Moreover, my other friend, Mary Jo Okensholt, just found out that her husband of twenty years is leaving her for a much-younger woman. Mary Jo is so distraught, she can’t bear to stay in the house she shared with him, so she and her two teenage children are currently camped out in my two-bedroom apartment, along with Sloane Shackleford’s newly homeless dog, Biscuit.

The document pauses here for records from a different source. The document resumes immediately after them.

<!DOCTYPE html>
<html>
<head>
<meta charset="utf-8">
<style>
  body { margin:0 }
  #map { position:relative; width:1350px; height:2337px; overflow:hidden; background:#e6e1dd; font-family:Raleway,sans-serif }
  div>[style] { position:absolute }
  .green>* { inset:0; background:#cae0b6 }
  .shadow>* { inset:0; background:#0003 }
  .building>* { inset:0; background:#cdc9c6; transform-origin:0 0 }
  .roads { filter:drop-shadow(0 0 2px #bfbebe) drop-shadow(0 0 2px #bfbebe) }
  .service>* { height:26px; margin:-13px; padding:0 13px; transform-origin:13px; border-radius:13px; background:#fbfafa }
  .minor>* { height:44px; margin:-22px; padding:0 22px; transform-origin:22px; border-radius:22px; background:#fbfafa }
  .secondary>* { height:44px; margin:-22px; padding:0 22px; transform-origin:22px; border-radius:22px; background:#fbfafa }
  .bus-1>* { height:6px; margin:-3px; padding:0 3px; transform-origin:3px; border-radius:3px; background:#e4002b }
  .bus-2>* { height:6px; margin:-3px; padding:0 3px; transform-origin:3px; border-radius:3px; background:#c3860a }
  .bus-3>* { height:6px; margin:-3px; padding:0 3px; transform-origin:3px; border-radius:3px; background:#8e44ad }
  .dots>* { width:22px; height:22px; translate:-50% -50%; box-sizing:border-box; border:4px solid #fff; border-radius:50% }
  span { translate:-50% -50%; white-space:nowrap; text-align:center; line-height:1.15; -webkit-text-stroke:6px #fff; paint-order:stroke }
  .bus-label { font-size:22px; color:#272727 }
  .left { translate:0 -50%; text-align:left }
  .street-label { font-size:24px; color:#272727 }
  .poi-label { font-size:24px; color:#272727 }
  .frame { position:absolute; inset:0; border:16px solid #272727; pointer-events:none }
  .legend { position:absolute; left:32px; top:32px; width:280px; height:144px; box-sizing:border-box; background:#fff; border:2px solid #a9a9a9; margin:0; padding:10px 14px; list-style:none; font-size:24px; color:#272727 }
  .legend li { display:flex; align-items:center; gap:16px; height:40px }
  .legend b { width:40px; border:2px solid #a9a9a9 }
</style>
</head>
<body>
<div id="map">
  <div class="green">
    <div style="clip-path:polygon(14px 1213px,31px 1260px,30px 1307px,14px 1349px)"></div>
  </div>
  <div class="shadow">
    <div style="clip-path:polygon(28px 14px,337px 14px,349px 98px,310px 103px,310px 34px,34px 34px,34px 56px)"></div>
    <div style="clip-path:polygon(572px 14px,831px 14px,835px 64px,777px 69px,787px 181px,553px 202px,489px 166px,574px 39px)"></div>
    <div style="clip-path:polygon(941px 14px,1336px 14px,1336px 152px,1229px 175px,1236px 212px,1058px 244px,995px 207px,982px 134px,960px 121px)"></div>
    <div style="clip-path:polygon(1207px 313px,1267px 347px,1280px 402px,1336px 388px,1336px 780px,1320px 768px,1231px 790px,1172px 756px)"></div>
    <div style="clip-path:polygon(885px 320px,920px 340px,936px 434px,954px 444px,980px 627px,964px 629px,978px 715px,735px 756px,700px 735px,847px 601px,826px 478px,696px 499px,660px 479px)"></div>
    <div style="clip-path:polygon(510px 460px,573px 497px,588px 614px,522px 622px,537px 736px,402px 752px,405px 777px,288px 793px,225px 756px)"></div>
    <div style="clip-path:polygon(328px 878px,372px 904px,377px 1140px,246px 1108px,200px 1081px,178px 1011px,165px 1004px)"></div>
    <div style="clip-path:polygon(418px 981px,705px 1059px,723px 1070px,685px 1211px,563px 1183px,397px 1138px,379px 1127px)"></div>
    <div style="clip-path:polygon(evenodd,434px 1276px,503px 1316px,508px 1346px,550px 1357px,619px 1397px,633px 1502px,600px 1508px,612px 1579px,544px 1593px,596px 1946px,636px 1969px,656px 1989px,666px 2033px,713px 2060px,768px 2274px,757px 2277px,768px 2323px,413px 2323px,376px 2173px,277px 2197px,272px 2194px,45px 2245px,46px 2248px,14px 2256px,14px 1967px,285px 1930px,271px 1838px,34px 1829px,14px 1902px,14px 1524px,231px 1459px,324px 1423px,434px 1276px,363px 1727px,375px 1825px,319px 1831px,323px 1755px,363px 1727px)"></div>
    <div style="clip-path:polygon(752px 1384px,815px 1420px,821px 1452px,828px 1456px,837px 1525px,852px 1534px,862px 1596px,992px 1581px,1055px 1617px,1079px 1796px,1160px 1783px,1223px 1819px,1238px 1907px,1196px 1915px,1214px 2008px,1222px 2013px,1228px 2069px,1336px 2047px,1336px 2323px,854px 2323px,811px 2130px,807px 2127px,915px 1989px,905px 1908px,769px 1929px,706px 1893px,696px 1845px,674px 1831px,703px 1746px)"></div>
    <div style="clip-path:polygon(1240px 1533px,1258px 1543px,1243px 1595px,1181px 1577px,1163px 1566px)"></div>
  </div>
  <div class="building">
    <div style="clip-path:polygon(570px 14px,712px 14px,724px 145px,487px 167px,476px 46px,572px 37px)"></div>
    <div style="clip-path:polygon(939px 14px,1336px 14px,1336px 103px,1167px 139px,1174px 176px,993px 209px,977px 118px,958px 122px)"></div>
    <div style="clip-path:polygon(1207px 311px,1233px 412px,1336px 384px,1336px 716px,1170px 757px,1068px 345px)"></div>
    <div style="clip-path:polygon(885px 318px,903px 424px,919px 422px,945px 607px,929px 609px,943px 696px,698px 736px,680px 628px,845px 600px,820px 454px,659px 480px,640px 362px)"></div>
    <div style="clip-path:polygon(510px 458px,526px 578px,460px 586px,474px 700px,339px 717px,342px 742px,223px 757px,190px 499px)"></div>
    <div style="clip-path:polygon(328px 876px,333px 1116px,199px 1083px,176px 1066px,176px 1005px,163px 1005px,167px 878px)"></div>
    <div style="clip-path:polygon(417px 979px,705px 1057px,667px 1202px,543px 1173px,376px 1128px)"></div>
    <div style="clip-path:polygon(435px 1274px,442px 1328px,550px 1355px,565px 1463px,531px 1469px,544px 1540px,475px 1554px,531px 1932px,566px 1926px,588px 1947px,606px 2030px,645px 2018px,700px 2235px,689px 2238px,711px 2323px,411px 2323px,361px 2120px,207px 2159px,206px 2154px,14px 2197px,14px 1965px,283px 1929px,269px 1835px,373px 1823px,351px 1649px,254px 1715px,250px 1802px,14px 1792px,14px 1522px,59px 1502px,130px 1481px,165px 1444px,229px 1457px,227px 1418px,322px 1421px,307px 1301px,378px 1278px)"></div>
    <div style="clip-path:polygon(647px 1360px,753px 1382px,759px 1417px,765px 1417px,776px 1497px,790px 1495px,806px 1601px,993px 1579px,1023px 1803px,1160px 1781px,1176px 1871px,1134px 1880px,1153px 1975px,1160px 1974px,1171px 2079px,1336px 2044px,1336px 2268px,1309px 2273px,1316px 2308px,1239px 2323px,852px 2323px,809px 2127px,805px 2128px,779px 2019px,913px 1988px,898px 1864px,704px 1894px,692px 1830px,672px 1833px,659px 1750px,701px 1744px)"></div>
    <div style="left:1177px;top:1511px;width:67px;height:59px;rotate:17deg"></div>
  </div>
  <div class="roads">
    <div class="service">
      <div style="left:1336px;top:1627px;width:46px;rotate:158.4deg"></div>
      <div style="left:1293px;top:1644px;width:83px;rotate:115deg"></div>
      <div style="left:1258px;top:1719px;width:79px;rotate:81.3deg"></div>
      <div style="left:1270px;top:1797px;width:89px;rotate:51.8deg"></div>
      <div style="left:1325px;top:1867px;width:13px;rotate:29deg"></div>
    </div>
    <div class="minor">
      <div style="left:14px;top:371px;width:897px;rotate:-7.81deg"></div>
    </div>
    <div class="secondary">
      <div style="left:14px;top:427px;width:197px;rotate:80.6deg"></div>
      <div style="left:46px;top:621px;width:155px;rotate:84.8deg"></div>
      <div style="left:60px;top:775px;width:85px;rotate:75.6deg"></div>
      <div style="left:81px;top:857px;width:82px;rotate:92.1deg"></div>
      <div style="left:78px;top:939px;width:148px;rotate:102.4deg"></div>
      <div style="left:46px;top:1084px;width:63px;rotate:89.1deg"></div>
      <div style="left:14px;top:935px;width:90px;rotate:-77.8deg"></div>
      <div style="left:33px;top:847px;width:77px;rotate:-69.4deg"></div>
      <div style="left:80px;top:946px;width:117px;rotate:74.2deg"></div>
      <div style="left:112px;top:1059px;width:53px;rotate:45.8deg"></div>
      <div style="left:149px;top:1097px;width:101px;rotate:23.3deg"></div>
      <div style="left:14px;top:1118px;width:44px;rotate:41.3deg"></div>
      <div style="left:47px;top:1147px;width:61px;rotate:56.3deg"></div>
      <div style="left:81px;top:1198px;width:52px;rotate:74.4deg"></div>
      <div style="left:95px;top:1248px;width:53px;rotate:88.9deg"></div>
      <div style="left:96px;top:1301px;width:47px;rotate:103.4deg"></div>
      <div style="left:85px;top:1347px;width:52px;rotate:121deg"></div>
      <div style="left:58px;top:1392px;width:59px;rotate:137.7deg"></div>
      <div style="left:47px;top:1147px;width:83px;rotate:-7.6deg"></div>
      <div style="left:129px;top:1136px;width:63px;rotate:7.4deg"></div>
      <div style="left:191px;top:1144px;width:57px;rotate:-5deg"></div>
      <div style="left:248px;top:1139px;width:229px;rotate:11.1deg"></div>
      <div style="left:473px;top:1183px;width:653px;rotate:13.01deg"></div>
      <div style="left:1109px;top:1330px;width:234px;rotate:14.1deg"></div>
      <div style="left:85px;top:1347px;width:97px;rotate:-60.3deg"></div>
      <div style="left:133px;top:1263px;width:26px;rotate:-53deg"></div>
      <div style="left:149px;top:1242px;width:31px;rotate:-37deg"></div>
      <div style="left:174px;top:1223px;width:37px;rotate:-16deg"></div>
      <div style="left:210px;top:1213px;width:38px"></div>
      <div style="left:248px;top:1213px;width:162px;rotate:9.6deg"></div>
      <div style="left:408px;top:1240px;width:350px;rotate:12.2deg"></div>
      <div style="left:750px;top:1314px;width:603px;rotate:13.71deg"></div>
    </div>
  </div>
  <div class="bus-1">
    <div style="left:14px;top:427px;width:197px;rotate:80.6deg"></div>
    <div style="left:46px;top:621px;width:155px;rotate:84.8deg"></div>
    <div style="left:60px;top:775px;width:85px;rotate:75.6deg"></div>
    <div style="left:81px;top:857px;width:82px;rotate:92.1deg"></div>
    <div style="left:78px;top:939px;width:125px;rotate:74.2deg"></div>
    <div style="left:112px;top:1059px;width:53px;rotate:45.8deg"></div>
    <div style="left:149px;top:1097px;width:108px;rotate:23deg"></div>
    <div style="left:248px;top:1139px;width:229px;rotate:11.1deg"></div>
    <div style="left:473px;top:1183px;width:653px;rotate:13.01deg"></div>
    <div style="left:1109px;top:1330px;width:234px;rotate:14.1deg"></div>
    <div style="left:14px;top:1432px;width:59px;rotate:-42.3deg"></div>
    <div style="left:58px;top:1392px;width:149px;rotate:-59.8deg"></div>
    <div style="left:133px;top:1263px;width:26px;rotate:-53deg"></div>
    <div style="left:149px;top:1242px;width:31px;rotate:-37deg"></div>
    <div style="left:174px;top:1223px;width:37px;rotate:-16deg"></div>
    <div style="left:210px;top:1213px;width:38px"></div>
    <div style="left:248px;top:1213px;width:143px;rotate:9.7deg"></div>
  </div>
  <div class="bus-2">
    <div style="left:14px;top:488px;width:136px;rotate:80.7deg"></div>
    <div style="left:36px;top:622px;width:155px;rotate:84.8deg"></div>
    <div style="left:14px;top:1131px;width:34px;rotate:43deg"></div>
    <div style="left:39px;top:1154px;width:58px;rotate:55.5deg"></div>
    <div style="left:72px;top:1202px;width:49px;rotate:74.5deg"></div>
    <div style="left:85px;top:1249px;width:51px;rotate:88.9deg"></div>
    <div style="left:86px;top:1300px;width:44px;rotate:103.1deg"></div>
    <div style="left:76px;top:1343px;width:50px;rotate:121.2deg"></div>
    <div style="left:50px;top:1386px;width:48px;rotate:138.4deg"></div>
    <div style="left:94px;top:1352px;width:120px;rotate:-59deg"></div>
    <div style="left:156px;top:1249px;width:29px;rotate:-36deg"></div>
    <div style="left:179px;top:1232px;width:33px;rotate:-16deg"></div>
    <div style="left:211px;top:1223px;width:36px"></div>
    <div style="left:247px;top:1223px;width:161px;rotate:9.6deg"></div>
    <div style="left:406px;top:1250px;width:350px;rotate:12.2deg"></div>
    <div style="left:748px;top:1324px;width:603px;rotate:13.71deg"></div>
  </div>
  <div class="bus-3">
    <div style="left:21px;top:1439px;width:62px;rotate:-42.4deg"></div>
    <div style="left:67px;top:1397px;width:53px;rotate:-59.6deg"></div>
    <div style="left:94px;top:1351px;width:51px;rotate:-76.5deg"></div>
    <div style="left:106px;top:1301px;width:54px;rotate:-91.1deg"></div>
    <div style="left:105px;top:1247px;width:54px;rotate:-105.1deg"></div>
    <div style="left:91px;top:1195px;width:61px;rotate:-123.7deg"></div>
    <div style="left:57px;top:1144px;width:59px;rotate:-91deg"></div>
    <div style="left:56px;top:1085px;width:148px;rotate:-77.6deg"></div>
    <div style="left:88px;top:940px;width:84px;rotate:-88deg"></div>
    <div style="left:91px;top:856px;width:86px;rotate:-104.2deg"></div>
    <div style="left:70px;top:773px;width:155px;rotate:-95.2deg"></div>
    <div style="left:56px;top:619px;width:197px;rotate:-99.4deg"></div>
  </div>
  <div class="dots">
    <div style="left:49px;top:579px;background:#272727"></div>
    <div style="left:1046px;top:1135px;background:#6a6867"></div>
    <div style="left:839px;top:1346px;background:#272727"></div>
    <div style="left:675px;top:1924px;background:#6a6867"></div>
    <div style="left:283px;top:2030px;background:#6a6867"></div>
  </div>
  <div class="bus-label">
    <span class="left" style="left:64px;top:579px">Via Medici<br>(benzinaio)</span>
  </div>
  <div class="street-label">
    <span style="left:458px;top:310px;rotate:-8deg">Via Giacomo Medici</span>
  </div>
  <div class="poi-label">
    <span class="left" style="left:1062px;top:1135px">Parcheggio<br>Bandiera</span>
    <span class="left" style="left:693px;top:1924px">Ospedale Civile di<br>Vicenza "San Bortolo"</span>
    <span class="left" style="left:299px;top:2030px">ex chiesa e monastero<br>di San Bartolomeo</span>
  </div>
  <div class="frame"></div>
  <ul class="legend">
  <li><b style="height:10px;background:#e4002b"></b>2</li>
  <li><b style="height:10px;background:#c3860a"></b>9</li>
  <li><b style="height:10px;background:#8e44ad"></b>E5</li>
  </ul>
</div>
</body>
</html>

In short, I’m desperately needed elsewhere. Yet, this still hasn’t stopped the Coleton Creek community from coming to me to gossip. About their hatred for Shackleford, their love lives, their gardens, their pasts. I keep turning the information they give me over to Sheriff Reade in hopes that they’ll stop talking, but so far it hasn’t worked.
And before you advise me to stop talking to them, understand that I can’t. I’m not just a cook, I’m like the friendly neighbourhood bartender who listens to their patrons’ woes. I’m also hoping that I the garden club will hire for next year’s luncheon—sans body, of course.
Will the luncheon be a success? Will I reluctantly unravel the mystery behind Shackleford’s murder? Will I navigate Mary jo and her family through their crisis? Will I find a home for Biscuit? And, equally important, will I ever again be able to use my own bathroom without waiting in line? I have no answers.
One can always trust the first fresh cherries of summer to be sweet and the flavour of butter on fresh baked bread to be warm and satisfying. People, however, are far less reliable.
The Garden Club Murder (A Tish Tarragon Mystery)
by Amy Patricia Meade
About The Garden Club Murder
The Garden Club Murder (A Tish Tarragon Mystery)
2nd in Series
Severn House Publishers (September 1, 2019)
Hardcover: 208 pages
Digital ASIN: B07TXLVLPP
Literary caterer Letitia ‘Tish’ Tarragon is preparing her English Secret Garden-themed luncheon for Coleton Creek’s annual garden club awards, but when she is taken on a tour of some of the top contenders with the garden club’s president, Jim Ainsley, Tish is surprised at how seriously the residents take the awards – and how desperate they are to win.Wealthy, retired businessman Sloane Shackleford has won the coveted best garden category five years in a row, but he and his Bichon Frise, Biscuit, are universally despised. When Sloane’s bludgeoned body is discovered in his pristine garden, Tish soon learns that he was disliked for reasons that go beyond his green fingers. Have the hotly contested awards brought out a competitive and murderous streak in one of the residents?